┌─ Dataset content

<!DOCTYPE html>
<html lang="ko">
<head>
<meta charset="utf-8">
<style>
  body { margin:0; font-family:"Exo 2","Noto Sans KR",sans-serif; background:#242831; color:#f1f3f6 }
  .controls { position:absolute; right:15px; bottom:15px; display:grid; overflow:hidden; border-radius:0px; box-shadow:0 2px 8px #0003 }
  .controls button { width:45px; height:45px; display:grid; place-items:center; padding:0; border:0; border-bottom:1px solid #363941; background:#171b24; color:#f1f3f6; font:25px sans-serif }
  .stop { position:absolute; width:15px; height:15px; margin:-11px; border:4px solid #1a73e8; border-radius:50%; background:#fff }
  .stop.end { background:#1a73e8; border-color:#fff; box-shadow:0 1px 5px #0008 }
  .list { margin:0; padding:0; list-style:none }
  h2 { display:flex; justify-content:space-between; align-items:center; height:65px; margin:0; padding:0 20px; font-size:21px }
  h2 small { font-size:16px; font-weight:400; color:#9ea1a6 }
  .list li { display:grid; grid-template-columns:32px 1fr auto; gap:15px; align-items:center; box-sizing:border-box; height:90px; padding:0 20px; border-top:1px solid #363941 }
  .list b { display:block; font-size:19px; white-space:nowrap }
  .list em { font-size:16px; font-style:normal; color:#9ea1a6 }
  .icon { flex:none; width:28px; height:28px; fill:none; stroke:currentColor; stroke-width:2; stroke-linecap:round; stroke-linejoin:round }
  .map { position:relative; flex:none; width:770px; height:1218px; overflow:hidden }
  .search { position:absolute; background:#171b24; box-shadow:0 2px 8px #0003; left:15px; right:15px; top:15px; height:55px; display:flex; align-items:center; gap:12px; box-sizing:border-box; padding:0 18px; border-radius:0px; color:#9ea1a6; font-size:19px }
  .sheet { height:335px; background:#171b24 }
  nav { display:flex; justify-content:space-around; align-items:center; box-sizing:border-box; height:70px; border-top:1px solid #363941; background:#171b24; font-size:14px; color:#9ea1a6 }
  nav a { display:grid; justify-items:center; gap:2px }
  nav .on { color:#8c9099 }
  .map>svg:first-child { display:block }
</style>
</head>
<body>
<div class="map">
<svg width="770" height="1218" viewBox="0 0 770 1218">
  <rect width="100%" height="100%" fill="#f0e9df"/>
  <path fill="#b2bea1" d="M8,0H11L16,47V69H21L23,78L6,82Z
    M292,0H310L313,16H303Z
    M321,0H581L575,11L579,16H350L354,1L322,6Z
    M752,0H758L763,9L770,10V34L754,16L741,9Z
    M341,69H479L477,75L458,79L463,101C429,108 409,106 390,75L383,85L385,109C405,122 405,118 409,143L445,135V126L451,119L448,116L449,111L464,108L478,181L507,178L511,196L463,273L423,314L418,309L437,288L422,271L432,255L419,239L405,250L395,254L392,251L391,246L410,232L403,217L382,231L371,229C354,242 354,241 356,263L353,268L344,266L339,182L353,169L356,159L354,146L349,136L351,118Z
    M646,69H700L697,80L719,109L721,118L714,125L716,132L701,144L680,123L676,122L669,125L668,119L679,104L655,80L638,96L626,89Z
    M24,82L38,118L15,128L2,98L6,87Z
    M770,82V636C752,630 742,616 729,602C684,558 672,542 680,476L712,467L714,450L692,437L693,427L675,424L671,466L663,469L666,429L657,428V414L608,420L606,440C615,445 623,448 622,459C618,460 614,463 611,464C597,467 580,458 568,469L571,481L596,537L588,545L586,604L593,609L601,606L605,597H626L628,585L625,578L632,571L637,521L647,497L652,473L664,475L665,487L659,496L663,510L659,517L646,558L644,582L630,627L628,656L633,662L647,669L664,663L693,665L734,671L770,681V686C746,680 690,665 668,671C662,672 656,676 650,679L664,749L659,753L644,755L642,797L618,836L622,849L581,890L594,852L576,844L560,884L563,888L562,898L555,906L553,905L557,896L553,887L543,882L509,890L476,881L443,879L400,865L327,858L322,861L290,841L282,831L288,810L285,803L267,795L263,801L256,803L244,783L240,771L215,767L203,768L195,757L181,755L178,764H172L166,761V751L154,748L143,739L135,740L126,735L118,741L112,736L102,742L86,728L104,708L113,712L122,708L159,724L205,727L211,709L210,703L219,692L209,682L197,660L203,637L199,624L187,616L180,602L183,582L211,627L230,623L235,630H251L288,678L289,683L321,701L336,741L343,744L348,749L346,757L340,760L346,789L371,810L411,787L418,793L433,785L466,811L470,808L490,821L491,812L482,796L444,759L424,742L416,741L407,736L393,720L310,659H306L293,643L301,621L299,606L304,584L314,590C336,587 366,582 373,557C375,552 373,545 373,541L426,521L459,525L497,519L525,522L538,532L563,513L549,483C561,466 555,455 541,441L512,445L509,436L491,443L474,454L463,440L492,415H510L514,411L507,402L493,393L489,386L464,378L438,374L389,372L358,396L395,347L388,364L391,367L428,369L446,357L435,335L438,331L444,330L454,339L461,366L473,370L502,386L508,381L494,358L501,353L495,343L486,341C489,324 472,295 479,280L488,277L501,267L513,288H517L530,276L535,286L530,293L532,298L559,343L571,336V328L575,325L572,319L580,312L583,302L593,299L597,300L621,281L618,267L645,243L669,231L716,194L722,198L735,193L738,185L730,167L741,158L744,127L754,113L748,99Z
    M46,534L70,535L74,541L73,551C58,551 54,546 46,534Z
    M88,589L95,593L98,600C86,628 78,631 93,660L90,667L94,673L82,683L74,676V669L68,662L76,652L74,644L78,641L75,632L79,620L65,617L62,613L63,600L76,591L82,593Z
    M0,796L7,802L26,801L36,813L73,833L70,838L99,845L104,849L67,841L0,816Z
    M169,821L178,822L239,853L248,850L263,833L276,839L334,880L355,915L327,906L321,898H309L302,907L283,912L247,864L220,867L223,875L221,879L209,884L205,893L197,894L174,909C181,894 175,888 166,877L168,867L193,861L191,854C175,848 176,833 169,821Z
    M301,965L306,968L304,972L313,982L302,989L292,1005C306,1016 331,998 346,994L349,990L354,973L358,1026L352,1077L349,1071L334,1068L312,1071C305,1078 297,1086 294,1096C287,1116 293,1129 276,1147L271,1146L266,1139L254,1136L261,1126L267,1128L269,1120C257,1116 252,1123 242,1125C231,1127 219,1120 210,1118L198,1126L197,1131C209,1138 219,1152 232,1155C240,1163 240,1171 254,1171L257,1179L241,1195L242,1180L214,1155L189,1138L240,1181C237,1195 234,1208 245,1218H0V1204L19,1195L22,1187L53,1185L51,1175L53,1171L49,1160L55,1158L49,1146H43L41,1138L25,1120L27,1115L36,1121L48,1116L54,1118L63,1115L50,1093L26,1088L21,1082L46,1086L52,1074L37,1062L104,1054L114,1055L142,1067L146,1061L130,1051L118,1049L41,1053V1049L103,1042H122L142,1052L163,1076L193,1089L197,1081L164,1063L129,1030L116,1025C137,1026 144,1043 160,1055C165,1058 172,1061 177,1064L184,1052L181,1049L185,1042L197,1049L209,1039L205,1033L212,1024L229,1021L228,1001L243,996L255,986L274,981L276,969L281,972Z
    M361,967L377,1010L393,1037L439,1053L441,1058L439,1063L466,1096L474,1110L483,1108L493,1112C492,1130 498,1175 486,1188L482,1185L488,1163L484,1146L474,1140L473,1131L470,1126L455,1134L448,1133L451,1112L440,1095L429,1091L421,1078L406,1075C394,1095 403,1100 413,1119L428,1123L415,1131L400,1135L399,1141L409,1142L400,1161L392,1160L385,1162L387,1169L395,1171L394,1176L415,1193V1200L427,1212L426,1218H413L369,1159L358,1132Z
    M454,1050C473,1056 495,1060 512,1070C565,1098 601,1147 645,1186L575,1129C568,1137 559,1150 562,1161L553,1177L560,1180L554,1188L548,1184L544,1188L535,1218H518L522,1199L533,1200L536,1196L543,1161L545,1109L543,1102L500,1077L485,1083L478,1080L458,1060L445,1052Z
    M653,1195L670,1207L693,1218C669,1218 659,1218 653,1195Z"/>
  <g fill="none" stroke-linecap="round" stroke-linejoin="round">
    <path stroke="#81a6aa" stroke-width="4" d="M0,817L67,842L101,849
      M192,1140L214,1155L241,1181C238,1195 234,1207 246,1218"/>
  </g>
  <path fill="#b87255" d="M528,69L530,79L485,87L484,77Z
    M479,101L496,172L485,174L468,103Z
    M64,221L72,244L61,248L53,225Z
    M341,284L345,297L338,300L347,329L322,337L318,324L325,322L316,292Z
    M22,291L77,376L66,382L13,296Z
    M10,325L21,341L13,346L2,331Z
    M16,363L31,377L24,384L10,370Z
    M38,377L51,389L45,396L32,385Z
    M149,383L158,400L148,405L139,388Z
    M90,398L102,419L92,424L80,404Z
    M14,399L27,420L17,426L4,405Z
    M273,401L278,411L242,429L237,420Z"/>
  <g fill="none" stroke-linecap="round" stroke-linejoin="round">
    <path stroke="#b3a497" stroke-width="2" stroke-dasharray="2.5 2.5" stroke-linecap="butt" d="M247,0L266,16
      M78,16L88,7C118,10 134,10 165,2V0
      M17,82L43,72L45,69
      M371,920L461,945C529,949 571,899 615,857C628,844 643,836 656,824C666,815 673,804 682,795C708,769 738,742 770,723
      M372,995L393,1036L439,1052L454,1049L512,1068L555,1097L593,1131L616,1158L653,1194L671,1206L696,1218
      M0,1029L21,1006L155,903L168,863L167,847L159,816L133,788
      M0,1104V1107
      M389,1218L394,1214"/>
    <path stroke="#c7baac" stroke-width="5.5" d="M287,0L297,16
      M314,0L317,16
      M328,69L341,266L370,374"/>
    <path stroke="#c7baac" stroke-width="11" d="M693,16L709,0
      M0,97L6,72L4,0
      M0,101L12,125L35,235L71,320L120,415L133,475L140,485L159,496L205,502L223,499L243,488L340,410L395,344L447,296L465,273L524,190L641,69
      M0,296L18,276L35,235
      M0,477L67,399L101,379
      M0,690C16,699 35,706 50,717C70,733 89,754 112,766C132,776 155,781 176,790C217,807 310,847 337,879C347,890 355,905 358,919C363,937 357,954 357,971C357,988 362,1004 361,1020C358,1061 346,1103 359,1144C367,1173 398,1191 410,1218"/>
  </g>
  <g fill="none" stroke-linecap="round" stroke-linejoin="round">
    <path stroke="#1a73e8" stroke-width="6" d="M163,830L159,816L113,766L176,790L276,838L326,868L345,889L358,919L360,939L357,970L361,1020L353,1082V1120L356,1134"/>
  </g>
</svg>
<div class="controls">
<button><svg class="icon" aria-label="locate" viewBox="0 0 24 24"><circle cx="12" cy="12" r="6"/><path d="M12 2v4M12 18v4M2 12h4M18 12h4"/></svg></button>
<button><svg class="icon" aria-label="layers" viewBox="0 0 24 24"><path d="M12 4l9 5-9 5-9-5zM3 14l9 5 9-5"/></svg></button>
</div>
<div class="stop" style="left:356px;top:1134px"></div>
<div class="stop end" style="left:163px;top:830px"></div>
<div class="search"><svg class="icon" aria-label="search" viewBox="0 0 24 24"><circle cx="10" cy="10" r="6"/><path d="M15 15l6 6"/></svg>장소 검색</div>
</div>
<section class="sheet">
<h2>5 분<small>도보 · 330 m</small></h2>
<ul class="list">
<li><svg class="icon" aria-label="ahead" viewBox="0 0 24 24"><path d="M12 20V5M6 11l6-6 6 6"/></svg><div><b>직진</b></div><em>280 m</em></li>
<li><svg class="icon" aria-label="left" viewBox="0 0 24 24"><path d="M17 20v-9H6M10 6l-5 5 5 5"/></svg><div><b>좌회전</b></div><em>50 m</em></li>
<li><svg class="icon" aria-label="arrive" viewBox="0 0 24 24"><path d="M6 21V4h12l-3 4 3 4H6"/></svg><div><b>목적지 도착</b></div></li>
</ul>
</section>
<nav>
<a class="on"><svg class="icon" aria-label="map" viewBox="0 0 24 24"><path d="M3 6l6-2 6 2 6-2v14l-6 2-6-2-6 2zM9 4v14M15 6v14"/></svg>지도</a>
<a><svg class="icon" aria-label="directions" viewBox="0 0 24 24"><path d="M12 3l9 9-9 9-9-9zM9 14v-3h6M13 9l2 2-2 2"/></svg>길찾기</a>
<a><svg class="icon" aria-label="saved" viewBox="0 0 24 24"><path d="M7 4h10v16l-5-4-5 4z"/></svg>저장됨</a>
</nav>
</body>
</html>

└─

# [Problem to solve]
The lines in the entries above that carry the word "controls" must be copied.

# [Answer to this task]
  .controls { position:absolute; right:15px; bottom:15px; display:grid; overflow:hidden; border-radius:0px; box-shadow:0 2px 8px #0003 }
  .controls button { width:45px; height:45px; display:grid; place-items:center; padding:0; border:0; border-bottom:1px solid #363941; background:#171b24; color:#f1f3f6; font:25px sans-serif }
<div class="controls">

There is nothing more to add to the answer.